> [DESCRIPTION OF THE TASK] Find and copy the lines in the records beneath this task that contain the word "Extract".

Collected data entries:
------------------------------------------------------------------------

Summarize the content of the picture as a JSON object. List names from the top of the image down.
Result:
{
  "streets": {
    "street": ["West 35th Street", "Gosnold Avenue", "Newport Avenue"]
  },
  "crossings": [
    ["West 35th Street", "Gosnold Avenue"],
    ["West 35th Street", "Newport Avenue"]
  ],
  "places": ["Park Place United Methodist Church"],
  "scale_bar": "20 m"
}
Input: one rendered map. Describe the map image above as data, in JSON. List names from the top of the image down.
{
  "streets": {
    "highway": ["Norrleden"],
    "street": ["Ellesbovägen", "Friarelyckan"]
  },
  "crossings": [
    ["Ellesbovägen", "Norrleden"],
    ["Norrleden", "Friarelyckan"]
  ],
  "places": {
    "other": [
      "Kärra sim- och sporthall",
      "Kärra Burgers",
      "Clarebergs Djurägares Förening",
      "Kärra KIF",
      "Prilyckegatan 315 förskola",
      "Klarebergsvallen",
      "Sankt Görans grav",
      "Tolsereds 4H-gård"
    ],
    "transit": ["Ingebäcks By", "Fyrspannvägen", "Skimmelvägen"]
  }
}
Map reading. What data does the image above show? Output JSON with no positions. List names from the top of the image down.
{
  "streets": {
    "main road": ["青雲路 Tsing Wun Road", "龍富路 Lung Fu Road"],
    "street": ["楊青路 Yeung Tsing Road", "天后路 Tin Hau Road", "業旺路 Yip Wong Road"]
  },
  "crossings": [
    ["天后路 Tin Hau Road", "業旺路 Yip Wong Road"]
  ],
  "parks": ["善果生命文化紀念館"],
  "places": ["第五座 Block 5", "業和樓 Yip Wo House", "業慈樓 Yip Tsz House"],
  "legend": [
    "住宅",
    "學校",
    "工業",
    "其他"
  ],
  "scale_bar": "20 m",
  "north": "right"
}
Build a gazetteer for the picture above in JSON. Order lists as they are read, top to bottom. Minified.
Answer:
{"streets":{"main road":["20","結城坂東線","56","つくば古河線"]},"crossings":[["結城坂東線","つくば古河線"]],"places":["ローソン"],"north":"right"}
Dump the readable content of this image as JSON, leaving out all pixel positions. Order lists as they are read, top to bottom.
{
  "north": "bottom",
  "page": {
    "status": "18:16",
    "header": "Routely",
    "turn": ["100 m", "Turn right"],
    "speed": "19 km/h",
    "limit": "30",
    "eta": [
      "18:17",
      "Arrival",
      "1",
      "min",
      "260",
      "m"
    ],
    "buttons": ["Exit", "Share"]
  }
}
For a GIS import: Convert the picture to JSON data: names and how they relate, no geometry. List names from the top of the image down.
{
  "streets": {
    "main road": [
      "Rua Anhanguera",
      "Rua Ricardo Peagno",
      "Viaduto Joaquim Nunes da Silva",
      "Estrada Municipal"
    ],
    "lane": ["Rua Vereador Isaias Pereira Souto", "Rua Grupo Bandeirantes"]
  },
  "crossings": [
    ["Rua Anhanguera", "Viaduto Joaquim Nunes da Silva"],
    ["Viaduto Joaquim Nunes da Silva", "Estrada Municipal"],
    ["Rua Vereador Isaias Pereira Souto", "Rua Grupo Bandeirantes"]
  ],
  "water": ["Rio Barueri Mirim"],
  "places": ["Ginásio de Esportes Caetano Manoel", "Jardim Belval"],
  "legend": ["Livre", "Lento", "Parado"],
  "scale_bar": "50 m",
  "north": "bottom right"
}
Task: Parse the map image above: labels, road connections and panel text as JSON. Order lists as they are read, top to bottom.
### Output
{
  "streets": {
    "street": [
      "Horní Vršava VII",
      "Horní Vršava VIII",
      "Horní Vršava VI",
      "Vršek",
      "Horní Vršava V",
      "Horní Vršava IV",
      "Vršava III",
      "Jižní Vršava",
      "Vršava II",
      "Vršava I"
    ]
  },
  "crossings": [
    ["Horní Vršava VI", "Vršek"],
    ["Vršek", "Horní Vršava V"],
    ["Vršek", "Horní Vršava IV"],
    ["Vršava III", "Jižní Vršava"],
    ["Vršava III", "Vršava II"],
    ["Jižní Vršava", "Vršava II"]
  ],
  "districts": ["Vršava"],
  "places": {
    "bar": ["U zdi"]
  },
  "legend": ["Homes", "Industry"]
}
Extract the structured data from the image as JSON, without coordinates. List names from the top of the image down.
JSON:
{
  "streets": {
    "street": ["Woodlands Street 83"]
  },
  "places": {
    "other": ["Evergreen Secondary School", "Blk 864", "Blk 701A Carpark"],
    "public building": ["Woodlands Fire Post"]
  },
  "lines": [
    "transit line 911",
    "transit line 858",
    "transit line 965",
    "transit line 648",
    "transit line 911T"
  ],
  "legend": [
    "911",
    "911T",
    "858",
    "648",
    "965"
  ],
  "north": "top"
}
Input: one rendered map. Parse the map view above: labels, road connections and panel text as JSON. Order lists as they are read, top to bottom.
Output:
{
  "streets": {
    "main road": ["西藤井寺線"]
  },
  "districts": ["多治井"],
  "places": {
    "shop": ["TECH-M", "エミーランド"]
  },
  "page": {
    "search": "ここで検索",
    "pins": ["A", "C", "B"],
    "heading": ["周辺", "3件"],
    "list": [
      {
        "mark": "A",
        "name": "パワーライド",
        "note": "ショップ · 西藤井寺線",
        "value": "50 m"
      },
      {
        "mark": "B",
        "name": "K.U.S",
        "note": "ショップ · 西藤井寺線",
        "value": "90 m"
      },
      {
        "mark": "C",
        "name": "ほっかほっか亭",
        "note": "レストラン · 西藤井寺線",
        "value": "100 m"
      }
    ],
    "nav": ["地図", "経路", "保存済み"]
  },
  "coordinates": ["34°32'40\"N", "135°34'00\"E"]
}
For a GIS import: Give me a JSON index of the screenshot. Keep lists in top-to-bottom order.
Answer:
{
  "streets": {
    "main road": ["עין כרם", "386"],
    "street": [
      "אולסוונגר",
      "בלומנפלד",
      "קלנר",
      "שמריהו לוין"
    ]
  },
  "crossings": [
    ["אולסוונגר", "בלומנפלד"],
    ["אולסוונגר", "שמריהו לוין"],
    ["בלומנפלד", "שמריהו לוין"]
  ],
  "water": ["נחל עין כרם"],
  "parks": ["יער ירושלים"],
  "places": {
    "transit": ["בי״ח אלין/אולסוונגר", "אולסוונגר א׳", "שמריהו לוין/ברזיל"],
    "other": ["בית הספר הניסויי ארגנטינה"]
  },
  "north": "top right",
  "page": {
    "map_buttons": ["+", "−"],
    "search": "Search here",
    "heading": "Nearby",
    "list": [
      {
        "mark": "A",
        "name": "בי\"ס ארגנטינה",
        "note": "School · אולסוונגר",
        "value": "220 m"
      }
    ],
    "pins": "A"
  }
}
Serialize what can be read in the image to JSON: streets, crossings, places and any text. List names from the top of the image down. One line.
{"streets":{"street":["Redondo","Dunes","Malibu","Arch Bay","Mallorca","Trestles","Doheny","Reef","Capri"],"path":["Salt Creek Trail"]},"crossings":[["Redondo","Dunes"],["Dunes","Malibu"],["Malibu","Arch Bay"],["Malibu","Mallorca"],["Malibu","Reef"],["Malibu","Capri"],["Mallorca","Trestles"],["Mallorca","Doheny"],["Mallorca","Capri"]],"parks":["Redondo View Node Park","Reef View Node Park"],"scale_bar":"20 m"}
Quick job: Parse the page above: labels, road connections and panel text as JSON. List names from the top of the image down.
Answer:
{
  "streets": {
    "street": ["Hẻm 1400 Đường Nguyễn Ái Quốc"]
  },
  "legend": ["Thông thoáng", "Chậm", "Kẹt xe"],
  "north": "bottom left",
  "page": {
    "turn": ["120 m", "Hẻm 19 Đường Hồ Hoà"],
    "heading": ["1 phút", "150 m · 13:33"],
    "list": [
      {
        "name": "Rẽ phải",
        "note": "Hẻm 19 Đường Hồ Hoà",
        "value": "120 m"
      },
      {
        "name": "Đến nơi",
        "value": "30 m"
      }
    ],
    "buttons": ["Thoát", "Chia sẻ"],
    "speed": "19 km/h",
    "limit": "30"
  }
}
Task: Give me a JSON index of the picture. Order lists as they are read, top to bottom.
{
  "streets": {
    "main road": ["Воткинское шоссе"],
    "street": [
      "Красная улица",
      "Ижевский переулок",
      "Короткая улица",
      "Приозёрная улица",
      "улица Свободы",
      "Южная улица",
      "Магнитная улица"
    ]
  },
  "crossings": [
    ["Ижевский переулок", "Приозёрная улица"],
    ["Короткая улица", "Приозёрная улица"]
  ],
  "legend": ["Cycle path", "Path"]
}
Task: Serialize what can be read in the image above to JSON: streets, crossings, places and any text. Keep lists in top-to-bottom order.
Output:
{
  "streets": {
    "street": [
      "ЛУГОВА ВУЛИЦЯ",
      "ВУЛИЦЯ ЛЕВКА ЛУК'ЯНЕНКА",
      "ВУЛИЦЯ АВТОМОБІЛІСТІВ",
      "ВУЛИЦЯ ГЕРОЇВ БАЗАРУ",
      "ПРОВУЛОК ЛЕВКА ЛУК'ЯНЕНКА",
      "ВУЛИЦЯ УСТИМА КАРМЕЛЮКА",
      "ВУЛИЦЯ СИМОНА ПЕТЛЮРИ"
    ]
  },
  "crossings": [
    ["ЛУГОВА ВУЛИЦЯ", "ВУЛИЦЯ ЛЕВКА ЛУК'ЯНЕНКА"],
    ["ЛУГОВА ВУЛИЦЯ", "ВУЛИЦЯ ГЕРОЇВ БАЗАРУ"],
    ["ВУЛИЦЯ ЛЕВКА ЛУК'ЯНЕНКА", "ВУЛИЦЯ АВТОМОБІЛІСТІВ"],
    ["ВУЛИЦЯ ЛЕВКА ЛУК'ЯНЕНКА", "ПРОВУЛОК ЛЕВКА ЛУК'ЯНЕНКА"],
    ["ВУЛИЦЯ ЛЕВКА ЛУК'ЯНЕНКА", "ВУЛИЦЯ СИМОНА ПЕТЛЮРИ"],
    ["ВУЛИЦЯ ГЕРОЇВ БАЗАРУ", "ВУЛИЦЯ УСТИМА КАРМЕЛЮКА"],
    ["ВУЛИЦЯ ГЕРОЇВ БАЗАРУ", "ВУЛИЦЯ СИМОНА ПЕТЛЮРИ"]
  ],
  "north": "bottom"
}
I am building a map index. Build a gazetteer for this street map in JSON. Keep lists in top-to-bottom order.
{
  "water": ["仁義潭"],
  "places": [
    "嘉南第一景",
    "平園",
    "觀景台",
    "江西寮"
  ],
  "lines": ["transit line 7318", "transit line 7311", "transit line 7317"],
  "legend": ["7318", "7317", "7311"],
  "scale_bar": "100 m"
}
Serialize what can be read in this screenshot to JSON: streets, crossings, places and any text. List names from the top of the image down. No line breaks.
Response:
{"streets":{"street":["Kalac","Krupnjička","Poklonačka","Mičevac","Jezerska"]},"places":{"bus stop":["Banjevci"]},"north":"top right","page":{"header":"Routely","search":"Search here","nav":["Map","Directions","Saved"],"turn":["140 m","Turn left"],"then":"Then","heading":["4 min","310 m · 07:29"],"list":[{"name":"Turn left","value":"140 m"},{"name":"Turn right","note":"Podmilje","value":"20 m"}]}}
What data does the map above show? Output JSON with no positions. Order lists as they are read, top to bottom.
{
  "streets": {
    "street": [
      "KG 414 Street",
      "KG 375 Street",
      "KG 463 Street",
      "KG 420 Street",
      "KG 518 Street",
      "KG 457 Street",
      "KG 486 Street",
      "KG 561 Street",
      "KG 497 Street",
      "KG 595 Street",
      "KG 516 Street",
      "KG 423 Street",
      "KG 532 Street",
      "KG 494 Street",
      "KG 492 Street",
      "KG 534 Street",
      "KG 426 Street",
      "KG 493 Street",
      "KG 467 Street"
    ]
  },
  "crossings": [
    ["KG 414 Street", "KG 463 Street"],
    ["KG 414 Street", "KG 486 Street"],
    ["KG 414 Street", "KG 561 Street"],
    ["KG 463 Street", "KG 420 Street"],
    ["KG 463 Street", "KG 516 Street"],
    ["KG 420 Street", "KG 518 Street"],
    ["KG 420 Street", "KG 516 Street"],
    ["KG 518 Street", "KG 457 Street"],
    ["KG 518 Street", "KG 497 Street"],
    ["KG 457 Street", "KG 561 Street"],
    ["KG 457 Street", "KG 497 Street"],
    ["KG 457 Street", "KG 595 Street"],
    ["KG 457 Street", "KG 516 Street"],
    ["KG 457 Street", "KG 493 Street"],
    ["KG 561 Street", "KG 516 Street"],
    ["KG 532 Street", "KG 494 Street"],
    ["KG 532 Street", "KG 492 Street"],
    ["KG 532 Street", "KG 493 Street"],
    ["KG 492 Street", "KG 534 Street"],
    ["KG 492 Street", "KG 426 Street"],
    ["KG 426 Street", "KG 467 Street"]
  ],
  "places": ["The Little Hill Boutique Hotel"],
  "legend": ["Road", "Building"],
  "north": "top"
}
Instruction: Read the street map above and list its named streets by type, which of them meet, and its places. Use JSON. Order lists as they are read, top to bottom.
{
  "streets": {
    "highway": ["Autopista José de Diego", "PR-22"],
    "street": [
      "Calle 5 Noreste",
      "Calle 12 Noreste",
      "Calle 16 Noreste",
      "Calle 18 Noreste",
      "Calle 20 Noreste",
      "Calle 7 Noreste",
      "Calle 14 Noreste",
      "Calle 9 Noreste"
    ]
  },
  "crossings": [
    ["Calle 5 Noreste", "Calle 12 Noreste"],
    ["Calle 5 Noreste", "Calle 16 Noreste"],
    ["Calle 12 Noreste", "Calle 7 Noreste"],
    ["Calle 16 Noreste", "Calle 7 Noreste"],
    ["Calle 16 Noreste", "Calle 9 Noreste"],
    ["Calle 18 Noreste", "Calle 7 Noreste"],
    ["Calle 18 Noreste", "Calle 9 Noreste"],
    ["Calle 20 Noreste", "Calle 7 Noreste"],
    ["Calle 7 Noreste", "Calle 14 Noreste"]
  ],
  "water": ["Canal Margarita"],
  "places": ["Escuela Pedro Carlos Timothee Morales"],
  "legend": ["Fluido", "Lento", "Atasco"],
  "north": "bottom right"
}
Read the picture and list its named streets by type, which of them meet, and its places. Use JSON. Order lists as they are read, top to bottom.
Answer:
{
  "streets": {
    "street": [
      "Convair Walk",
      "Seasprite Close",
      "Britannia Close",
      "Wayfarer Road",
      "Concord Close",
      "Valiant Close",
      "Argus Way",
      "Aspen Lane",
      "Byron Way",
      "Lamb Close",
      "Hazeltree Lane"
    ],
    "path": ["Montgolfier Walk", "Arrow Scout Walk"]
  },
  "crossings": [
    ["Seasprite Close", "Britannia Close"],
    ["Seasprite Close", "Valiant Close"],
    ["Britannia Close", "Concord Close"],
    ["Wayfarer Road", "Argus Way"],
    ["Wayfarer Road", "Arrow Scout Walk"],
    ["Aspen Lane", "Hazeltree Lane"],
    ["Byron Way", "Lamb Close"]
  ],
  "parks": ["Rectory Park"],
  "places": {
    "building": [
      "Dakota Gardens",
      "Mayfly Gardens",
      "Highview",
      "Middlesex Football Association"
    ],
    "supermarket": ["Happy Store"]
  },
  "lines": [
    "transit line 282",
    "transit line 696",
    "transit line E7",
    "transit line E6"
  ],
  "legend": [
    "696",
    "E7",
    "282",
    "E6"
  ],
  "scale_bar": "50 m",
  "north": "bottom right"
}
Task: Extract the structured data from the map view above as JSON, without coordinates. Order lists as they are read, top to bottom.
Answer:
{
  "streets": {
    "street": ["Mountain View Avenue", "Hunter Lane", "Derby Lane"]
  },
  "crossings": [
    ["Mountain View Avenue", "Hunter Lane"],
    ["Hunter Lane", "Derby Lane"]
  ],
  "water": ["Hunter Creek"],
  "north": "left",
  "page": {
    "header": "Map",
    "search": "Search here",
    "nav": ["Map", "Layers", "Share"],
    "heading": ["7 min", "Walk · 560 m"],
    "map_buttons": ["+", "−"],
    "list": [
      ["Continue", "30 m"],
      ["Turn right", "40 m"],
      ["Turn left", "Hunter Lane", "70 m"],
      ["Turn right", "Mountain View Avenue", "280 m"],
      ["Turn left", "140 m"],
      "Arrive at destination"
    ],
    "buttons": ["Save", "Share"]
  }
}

------------------------------------------------------------------------

> [PROBLEM SOLUTION]
Extract the structured data from the image as JSON, without coordinates. List names from the top of the image down.
Task: Extract the structured data from the map view above as JSON, without coordinates. Order lists as they are read, top to bottom.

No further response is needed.